- Classification: Latter Day Saint
- Polity: Hierarchical
- Founder: Alexandre Caffiaux
- Origin: 1964
- Separated from: Church of Jesus Christ of Latter Day Saints (Strangite)

= Holy Church of Jesus Christ =

Holy Church of Jesus Christ was a schismatic sect in the Latter Day Saint movement that formed under the leadership of Alexandre Caffiaux, a French member of the Church of Jesus Christ of Latter Day Saints (Strangite).

In 1963, Caffiaux travelled from France to Wisconsin to become a member of the Strangite church. In Wisconsin, he was baptized and was ordained to the priesthood. On his return flight to France, Caffiaux reported receiving a revelation from God that he was the rightful successor to Joseph Smith, Jr. and James J. Strang and that he should become the head of the church.
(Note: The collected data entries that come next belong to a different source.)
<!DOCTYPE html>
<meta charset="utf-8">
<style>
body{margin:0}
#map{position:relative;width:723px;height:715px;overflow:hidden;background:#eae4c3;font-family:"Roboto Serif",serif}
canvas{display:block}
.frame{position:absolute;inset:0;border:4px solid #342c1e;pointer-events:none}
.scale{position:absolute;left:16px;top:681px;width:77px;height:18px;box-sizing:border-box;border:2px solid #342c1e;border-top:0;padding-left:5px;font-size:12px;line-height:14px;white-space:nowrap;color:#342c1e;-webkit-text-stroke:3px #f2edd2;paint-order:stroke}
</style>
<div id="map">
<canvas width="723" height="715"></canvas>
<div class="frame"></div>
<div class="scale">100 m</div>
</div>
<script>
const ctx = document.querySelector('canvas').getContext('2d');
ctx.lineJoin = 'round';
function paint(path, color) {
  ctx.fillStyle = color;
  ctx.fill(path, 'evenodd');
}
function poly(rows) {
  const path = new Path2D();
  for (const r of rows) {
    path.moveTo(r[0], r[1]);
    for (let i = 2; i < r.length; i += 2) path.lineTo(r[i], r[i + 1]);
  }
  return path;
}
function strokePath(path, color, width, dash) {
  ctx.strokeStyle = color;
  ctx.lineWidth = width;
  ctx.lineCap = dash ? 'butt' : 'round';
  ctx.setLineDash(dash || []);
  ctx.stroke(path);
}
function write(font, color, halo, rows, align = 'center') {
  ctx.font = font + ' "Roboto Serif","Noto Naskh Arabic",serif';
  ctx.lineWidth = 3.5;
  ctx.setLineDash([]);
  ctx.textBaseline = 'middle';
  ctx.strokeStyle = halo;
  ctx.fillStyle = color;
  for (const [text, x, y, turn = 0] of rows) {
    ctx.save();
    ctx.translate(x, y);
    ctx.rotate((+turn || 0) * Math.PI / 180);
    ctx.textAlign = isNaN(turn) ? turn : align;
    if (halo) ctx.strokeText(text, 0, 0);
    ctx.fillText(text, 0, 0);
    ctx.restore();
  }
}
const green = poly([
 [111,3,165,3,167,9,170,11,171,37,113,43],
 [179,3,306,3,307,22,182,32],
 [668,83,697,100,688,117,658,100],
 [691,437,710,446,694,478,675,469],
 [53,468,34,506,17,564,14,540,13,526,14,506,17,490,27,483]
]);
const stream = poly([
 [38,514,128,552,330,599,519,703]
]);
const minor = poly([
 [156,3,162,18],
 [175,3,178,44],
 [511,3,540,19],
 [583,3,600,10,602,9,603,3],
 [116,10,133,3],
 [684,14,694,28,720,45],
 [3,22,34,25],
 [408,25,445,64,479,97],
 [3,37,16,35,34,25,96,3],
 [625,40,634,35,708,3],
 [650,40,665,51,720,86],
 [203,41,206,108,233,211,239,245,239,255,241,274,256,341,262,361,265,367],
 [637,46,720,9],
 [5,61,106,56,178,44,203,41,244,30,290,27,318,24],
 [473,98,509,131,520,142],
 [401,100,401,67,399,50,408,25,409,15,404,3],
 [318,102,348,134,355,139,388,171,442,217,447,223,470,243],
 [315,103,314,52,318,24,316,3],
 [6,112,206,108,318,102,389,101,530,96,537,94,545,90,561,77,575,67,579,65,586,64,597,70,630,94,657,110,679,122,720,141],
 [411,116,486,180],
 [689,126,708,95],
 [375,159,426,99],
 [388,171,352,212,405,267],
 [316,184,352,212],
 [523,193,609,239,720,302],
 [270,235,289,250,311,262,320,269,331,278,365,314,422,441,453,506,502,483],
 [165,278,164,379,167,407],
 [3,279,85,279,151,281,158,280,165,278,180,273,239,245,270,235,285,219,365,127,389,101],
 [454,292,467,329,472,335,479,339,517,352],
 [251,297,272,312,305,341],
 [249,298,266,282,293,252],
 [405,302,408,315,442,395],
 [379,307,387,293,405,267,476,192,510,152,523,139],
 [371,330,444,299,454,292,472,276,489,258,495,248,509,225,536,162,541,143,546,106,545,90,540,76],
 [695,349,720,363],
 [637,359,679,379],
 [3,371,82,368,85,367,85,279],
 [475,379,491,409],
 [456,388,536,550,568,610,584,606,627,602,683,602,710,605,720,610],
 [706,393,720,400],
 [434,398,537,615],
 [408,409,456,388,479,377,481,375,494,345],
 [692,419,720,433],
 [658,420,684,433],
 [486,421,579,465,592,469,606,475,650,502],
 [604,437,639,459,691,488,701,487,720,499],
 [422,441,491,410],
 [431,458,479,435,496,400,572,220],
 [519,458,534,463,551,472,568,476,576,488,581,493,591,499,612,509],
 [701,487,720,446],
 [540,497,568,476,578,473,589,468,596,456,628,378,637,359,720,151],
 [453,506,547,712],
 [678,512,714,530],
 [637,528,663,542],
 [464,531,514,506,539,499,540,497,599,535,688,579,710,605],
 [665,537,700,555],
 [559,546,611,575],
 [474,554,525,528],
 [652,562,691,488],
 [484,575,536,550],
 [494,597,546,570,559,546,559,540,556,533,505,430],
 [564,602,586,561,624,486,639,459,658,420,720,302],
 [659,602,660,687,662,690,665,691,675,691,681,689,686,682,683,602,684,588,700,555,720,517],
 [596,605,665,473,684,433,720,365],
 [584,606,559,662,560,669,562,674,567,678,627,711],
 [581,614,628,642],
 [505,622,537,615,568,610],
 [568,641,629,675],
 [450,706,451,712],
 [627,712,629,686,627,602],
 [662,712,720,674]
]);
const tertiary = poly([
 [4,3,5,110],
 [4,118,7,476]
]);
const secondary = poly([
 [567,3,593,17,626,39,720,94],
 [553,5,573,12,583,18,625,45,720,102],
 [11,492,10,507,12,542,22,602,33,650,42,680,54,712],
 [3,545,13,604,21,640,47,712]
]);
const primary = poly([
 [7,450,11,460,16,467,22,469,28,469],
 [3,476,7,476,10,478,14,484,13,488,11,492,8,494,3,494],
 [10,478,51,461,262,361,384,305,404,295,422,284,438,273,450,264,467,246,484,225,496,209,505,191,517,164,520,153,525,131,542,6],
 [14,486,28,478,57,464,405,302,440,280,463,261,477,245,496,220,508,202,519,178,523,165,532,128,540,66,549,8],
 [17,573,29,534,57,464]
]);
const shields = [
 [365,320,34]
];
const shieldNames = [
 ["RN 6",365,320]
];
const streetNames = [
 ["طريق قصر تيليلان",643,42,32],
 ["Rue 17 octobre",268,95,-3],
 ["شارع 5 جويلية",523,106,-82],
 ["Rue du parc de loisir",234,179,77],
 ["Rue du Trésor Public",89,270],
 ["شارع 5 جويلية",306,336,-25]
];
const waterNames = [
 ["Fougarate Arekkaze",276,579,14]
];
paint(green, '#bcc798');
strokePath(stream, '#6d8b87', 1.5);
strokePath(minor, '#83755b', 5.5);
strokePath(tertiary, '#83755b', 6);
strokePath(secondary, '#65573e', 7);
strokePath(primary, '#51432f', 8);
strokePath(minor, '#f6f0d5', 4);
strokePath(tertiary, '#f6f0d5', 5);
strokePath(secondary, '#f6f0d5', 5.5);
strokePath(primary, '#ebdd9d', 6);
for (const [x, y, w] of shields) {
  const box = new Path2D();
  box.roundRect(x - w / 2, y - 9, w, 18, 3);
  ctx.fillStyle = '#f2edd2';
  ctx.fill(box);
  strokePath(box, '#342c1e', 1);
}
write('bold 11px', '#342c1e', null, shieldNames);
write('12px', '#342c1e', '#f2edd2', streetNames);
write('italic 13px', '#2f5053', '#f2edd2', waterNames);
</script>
In 1964, while visiting Iran, Caffiaux reported being visited by an angel in a vision and being ordained a prophet, seer, and revelator and the embodiment of the First Presidency of the Melchizedek priesthood. Other Strangite adherents in France supported Caffiaux in his claims.

Although Caffiaux called for a general church conference to consider his claims, none was called. At a conference of the Strangite church in France, the Strangite adherents voted to rename their congregation "Église sainte de Jésus Christ" — the "Holy Church of Jesus Christ". In 1978, the Strangite church formally rejected Caffiaux's claims.

In 1966, the Holy Church of Jesus Christ had congregations in France and in New Mexico in the United States. The organization is now defunct.